Distogli da me il tuo sguardo ond’io mi rianimi, prima che me ne vada, e non sia più.

Contesto

La soprascritta attribuisce il Salmo 39 a Davide e nomina Jedutun, probabilmente in un ruolo musicale o liturgico, ma non fornisce un episodio storico preciso. I versetti 1–3 mostrano parola trattenuta e fuoco interiore; 4–6 chiedono di comprendere la brevità della vita e la vanità dell’accumulo ansioso; 7–11 si rivolgono a speranza, confessione, liberazione ed esperienza della disciplina; 12–13 terminano con lacrime, identità di forestiero e pellegrino e una richiesta di sollievo prima della morte. È un lamento di sapienza, non un comando a nascondere la verità né una dottrina secondo cui la vita non avrebbe valore.

Temi e applicazione

  • Parola trattenuta senza silenzio imposto
  • Mortalità e brevità della vita
  • Speranza in Dio invece di accumulo ansioso
  • Confessione senza vergogna tossica
  • Disciplina senza colpevolizzare semplicisticamente la sofferenza
  • Umiltà del pellegrino e preghiera urgente

Il Salmo 39 passa da un silenzio sorvegliato sotto pressione a una preghiera franca sulla brevità e fragilità della vita umana. L’orante scopre che trattenere le parole non elimina l’angoscia interiore e trasforma quindi il calore dei pensieri in preghiera davanti a Dio. Chiede dove si trovi una speranza duratura, riconosce il peccato e domanda sollievo senza rendere la mortalità assurda né la sofferenza prova di rifiuto divino. L’immagine finale del forestiero e pellegrino davanti a Dio chiama a umiltà, dipendenza e compassione, non alla disperazione.

Versetti chiave

Salmo 39:1

Custodirò le mie vie e la mia lingua davanti ai malvagi; disciplinare la parola non significa nascondere abusi, prove, pericolo o testimonianza vera.
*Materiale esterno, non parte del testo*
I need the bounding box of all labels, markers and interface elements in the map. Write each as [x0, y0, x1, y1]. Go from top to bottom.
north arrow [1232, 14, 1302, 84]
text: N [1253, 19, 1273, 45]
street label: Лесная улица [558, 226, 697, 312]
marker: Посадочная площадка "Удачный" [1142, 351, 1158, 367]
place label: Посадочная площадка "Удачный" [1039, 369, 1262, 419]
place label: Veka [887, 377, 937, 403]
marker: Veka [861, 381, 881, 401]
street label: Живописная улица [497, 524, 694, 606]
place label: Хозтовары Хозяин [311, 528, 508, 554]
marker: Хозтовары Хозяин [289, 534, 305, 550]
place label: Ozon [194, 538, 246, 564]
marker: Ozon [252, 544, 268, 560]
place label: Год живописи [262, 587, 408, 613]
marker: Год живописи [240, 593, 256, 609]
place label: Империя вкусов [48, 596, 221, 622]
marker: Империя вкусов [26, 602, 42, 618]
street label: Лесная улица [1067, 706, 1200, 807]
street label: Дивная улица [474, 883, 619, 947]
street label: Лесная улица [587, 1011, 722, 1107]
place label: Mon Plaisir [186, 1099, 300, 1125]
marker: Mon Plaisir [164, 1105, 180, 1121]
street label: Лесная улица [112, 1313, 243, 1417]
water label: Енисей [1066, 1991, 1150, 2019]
Applicazione: Custodirò le mie vie e la mia lingua davanti ai malvagi; disciplinare la parola non significa nascondere abusi, prove, pericolo o testimonianza vera.

Spesso frainteso: Custodire la lingua non richiede mai di nascondere abusi, minacce, reati, sintomi medici, prove o testimonianza vera.

Salmo 39:4

Insegnami la mia fine e la misura dei miei giorni perché riconosca la mia fragilità; la mortalità chiama alla sapienza, non al disprezzo della vita.
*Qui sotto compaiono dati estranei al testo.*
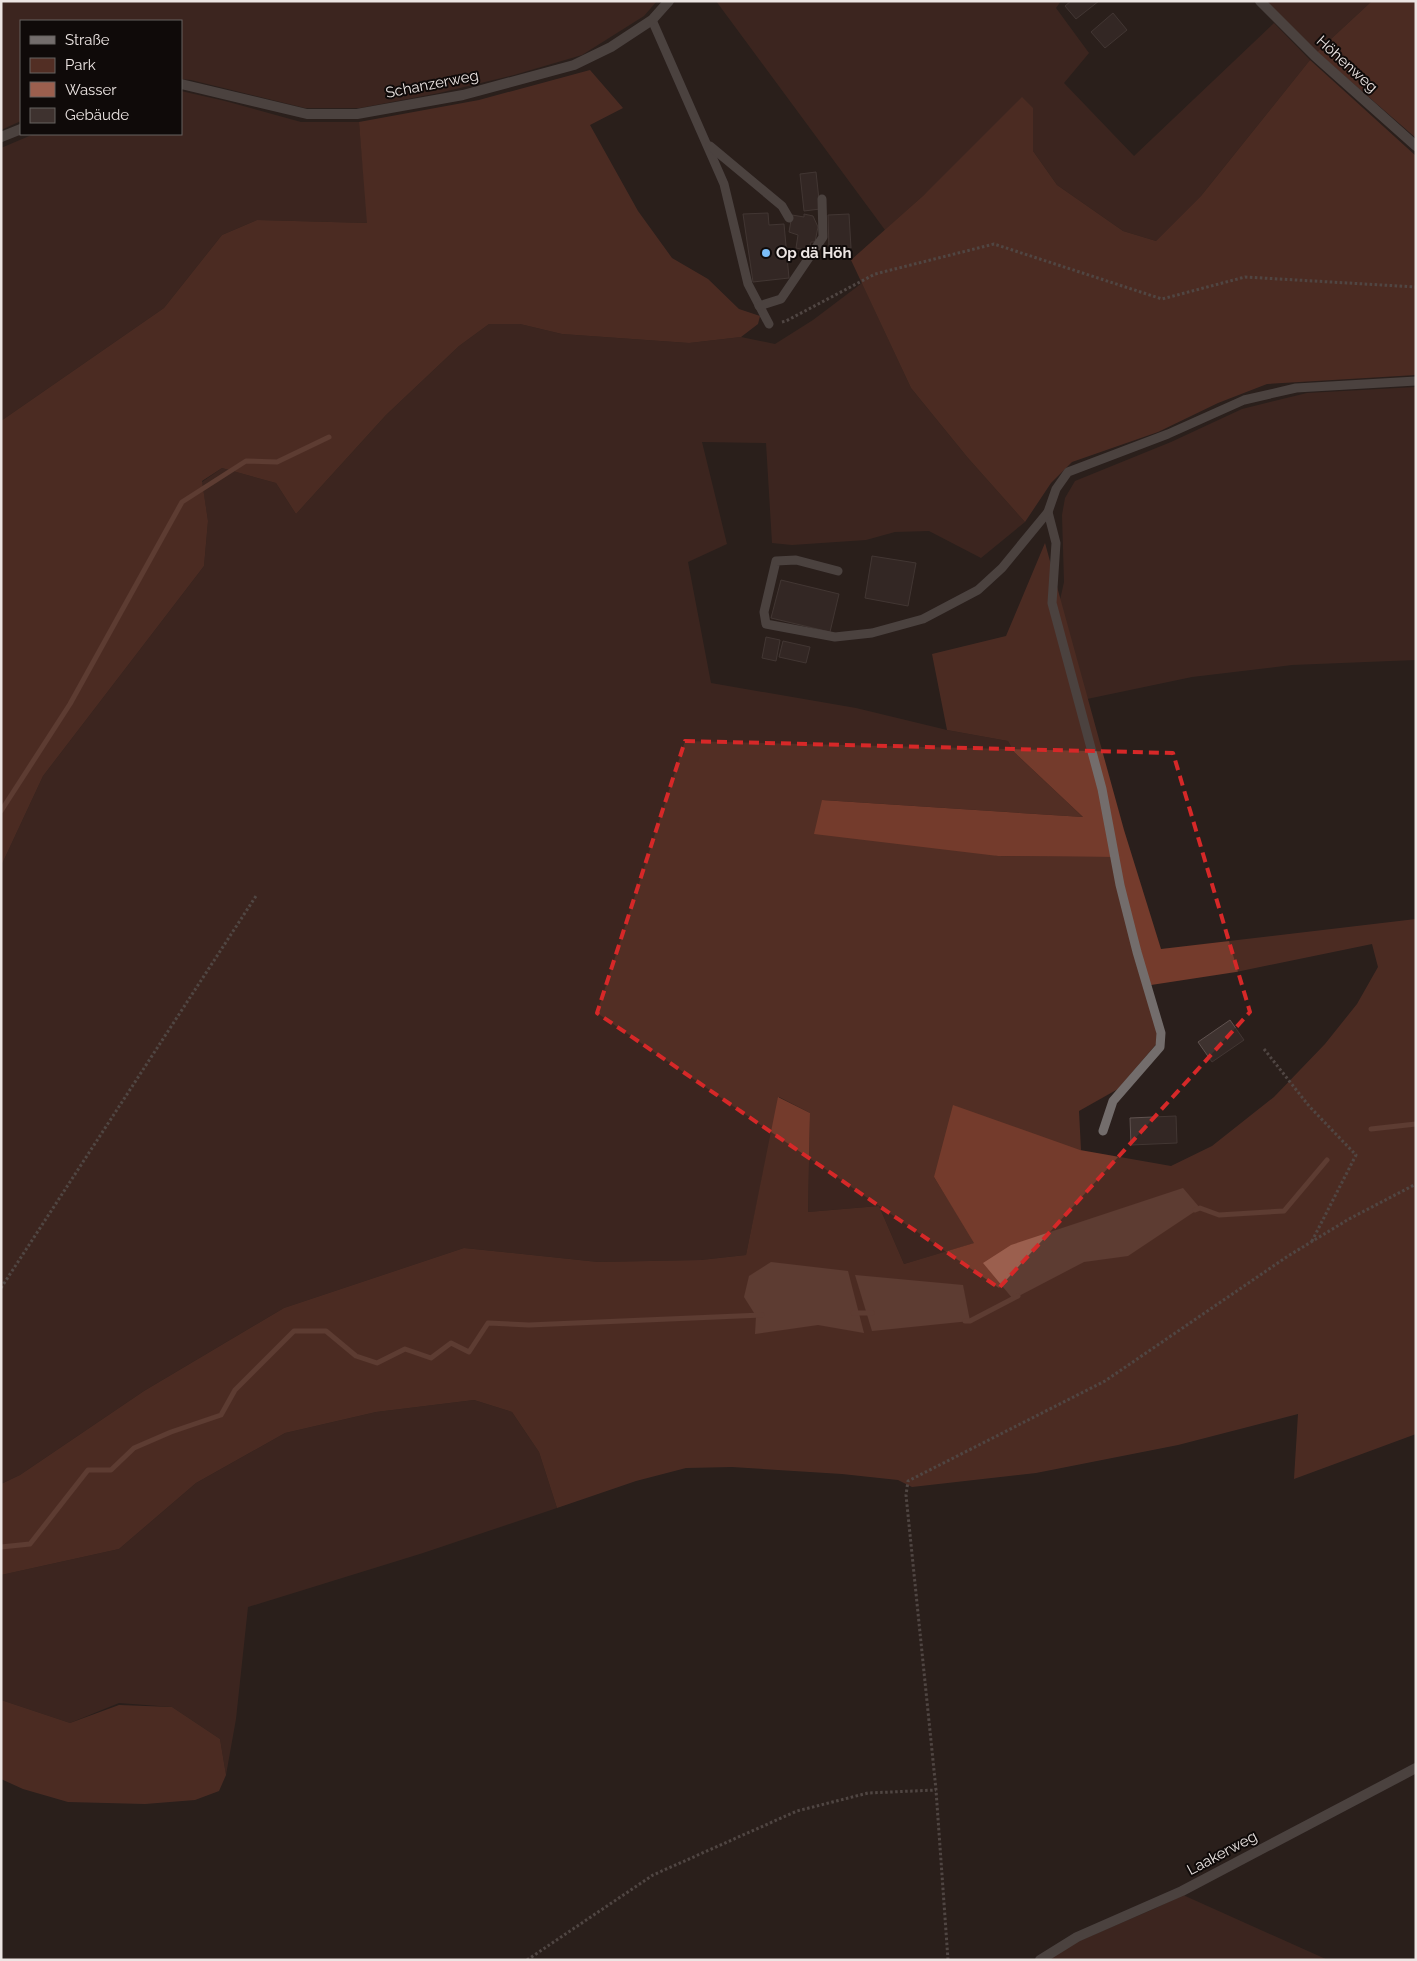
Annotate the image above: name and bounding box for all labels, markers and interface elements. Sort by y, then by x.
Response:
legend [20,20,182,135]
text: Straße [65,31,110,49]
street label: Höhenweg [1313,32,1381,96]
text: Park [65,56,96,74]
street label: Schanzerweg [384,66,480,102]
text: Wasser [65,81,117,99]
text: Gebäude [65,106,129,124]
place label: Op dä Höh [776,244,851,262]
marker: Op dä Höh [760,247,772,259]
street label: Laakerweg [1184,1827,1260,1879]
Applicazione: Insegnami la mia fine e la misura dei miei giorni perché riconosca la mia fragilità; la mortalità chiama alla sapienza, non al disprezzo della vita.

Spesso frainteso: Pensare alla morte dovrebbe produrre sapienza e compassione, non nichilismo, autolesionismo o rinuncia alle cure necessarie.

Salmo 39:7

Ora, Signore, che cosa aspetto? La mia speranza è in te; sperare in Dio non annulla pianificazione, lavoro, cura, consiglio o responsabilità pratica.

Applicazione: Ora, Signore, che cosa aspetto? La mia speranza è in te; sperare in Dio non annulla pianificazione, lavoro, cura, consiglio o responsabilità pratica.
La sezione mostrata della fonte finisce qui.